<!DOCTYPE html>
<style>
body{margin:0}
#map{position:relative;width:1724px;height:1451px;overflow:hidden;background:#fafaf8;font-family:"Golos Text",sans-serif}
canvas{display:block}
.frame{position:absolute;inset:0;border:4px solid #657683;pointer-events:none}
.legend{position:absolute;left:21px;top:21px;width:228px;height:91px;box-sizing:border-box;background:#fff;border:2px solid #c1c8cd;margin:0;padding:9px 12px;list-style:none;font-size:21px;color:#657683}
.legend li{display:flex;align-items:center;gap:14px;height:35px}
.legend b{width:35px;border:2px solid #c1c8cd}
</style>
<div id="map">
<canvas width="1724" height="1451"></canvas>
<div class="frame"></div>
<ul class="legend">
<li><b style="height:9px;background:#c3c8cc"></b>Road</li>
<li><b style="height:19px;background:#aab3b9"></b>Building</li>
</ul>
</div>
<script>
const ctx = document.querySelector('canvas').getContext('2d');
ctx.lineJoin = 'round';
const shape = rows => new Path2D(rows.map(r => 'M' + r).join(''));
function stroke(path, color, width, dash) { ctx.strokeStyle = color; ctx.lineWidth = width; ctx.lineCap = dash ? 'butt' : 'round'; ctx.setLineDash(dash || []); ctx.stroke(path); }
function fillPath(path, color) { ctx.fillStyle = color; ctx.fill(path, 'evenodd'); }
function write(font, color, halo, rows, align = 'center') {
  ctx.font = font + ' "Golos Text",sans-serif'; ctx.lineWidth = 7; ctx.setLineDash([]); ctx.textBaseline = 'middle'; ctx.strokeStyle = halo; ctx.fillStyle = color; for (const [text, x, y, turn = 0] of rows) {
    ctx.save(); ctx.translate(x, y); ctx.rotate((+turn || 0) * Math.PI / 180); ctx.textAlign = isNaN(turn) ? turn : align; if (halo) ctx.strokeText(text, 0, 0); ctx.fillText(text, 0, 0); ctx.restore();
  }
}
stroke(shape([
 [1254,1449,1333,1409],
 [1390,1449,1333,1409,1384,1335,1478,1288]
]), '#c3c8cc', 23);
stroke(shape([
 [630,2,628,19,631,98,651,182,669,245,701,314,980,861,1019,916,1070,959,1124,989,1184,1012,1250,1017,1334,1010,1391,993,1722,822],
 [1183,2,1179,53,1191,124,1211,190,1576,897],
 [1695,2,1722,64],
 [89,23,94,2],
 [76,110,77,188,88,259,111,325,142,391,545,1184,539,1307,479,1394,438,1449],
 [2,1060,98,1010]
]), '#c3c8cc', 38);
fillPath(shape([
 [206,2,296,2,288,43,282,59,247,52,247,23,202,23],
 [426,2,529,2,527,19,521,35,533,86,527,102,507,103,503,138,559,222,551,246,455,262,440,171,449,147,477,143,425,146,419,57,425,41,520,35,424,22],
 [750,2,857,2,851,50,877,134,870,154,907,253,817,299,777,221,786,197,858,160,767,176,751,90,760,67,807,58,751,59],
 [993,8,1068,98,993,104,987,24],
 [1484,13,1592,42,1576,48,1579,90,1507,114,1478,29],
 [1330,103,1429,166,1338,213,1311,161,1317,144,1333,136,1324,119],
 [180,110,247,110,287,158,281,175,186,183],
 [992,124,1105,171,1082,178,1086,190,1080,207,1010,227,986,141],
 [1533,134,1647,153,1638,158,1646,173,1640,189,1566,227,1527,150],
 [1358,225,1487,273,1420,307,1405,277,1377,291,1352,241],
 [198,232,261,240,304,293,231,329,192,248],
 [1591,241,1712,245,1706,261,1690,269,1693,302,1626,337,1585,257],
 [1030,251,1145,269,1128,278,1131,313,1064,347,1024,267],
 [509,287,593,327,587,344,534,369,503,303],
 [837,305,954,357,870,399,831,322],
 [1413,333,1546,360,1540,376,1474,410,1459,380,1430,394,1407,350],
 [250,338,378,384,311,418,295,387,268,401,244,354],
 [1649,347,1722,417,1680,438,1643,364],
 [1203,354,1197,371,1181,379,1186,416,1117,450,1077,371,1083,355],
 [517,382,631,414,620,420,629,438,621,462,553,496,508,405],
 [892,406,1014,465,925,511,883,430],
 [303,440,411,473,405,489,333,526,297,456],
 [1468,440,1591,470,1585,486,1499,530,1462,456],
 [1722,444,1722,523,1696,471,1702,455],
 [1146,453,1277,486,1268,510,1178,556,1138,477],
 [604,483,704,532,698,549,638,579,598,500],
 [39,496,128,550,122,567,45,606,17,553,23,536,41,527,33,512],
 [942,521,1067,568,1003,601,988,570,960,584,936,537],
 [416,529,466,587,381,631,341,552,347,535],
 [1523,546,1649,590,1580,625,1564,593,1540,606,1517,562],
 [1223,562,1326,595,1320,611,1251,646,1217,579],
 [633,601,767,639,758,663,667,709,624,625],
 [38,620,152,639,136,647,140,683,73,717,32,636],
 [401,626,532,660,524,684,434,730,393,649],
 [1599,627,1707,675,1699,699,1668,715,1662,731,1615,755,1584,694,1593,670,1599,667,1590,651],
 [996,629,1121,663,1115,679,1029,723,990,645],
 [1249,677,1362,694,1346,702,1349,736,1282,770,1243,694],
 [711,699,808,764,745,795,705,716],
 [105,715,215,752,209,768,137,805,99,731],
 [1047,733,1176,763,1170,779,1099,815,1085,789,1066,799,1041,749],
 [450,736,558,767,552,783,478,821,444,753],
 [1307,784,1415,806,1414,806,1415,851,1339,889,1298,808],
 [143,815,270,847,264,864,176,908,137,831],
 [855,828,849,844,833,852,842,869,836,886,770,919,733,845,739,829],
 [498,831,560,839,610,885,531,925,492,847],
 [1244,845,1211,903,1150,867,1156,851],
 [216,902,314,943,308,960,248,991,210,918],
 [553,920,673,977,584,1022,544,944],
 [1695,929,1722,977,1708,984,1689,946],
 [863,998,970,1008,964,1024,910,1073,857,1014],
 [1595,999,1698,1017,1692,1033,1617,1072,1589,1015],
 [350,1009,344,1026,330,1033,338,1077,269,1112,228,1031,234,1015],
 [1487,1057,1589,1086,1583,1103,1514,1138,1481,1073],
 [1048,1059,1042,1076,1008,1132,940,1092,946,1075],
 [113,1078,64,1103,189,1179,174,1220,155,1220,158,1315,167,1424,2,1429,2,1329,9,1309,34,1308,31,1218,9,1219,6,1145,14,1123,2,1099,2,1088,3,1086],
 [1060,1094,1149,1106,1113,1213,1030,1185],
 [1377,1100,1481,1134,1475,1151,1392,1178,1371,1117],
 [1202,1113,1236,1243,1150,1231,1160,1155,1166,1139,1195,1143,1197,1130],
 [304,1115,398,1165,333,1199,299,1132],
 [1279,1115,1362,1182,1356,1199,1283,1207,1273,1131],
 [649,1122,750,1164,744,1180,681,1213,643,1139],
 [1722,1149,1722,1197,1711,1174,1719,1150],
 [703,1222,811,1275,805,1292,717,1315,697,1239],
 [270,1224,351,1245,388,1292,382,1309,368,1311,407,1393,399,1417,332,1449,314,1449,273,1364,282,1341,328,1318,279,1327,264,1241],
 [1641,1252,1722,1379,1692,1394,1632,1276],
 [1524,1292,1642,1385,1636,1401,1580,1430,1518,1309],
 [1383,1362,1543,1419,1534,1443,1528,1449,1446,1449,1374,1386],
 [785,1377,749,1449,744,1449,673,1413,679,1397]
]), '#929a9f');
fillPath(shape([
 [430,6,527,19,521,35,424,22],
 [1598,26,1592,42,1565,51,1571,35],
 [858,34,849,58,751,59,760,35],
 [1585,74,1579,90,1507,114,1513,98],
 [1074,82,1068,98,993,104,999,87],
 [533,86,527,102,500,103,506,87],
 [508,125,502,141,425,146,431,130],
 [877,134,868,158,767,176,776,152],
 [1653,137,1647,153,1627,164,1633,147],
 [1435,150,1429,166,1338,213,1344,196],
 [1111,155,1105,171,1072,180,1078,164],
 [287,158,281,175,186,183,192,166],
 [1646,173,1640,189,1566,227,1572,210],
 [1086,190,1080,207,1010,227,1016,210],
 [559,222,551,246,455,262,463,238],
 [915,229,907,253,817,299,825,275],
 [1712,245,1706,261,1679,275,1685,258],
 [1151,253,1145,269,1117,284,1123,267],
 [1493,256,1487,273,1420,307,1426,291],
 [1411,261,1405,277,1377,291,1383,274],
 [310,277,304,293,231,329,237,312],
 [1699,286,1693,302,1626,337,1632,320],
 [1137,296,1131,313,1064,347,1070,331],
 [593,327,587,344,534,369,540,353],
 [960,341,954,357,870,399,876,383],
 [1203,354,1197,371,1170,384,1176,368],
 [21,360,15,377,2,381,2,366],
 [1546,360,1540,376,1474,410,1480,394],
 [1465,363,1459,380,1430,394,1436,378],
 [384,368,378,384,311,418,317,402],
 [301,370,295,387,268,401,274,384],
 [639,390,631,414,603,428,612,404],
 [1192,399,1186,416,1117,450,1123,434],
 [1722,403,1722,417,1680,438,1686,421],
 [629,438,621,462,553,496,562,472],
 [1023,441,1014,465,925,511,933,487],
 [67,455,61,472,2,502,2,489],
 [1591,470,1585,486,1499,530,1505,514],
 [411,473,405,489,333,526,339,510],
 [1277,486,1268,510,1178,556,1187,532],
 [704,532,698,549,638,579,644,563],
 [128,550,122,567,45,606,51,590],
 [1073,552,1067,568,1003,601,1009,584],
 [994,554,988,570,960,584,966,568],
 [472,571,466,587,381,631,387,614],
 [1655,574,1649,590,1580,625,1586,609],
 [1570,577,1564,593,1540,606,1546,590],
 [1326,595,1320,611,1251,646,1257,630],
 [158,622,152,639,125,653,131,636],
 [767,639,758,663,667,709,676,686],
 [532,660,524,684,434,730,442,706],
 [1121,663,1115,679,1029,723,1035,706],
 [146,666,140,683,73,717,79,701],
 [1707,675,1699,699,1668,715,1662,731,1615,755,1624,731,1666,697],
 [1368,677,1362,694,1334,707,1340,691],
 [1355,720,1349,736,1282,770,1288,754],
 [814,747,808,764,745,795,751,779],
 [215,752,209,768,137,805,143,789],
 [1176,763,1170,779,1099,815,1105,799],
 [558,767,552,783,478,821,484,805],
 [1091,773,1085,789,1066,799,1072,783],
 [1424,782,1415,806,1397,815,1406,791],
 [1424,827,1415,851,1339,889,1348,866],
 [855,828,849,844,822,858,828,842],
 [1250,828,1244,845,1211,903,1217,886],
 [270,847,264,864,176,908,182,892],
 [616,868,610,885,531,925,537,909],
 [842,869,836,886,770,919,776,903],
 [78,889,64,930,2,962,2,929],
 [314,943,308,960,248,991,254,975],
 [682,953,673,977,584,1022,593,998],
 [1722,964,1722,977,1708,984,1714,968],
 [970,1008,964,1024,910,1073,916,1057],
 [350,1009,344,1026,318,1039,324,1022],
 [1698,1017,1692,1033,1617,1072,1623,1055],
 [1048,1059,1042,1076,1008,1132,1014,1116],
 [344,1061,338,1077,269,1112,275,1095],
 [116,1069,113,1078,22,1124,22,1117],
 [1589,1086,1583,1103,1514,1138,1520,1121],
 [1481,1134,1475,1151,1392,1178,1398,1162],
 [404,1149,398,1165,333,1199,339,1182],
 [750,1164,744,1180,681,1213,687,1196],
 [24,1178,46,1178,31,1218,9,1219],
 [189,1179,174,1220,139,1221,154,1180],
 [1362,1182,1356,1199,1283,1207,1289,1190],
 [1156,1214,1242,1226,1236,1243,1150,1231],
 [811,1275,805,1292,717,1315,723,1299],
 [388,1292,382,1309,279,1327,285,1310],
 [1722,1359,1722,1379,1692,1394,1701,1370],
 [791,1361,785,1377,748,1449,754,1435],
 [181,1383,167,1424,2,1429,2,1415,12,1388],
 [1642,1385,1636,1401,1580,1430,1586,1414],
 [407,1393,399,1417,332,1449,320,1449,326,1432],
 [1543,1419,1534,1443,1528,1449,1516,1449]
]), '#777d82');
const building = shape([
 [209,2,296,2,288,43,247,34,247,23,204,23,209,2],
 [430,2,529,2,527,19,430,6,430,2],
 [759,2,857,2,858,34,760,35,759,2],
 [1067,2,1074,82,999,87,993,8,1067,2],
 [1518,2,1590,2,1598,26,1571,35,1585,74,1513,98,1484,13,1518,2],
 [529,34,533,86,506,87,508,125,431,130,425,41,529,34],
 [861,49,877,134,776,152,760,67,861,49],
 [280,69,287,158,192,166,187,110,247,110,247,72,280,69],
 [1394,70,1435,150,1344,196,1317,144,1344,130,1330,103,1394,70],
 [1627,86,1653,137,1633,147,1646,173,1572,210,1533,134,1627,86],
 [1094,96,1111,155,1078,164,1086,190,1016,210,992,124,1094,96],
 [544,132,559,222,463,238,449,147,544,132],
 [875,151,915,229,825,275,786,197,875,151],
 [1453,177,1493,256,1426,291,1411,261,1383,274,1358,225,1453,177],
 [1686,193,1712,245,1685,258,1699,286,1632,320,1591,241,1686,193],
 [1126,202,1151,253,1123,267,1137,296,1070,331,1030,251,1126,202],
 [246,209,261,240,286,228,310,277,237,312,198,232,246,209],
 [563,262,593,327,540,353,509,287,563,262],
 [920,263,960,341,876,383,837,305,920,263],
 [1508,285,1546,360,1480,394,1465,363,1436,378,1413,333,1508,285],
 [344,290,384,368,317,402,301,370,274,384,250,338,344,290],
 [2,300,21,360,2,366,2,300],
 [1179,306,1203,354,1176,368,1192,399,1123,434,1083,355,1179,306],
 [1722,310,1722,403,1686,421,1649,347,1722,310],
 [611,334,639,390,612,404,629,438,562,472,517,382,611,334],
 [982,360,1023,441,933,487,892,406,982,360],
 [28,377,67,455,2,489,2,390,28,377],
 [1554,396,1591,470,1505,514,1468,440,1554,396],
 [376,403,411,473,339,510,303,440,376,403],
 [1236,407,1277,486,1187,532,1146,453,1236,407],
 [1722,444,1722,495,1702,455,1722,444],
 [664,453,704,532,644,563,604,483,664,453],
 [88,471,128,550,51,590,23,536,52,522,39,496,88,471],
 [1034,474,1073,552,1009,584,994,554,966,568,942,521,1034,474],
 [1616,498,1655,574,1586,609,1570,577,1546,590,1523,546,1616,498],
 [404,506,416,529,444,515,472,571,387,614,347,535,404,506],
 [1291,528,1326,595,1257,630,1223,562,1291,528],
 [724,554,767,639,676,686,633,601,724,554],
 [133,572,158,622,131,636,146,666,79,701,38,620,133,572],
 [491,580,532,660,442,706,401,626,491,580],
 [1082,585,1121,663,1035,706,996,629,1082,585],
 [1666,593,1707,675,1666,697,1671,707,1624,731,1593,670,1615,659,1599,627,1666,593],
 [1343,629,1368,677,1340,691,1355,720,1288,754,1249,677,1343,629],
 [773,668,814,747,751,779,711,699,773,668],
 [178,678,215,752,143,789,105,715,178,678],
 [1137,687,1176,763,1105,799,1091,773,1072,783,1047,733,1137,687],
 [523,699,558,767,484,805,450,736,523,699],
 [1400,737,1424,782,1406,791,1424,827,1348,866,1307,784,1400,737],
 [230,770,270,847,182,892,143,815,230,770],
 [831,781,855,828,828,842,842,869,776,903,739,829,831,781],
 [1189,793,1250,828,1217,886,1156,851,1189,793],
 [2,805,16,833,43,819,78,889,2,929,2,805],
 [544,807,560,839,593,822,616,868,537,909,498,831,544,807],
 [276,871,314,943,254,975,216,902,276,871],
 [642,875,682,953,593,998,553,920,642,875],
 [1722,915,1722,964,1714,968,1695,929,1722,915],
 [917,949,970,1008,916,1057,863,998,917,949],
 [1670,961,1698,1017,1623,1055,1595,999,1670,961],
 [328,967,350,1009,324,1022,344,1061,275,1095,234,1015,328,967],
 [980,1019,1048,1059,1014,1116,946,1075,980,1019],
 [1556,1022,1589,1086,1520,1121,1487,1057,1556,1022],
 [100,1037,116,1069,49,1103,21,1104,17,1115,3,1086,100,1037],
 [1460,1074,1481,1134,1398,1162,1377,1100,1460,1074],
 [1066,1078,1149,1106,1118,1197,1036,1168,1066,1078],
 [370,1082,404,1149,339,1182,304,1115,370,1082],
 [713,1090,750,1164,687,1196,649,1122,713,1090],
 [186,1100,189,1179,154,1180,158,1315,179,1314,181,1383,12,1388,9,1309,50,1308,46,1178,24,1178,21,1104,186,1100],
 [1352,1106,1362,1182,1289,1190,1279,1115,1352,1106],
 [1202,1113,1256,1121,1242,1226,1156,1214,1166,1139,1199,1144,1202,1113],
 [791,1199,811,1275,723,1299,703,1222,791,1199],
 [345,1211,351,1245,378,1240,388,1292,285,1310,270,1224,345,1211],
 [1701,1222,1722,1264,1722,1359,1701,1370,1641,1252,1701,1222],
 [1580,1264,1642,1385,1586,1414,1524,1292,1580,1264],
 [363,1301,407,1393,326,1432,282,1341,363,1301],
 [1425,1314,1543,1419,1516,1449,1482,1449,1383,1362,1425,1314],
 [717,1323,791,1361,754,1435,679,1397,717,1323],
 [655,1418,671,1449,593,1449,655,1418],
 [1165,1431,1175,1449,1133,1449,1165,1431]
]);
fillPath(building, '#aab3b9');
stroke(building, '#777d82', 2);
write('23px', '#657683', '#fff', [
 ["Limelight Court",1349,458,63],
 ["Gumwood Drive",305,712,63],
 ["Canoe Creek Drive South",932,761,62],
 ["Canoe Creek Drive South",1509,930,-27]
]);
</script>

====================

Task to carry out
Please return every line of the records above that contains the word "fillStyle".

Response to this task
function fillPath(path, color) { ctx.fillStyle = color; ctx.fill(path, 'evenodd'); }
  ctx.font = font + ' "Golos Text",sans-serif'; ctx.lineWidth = 7; ctx.setLineDash([]); ctx.textBaseline = 'middle'; ctx.strokeStyle = halo; ctx.fillStyle = color; for (const [text, x, y, turn = 0] of rows) {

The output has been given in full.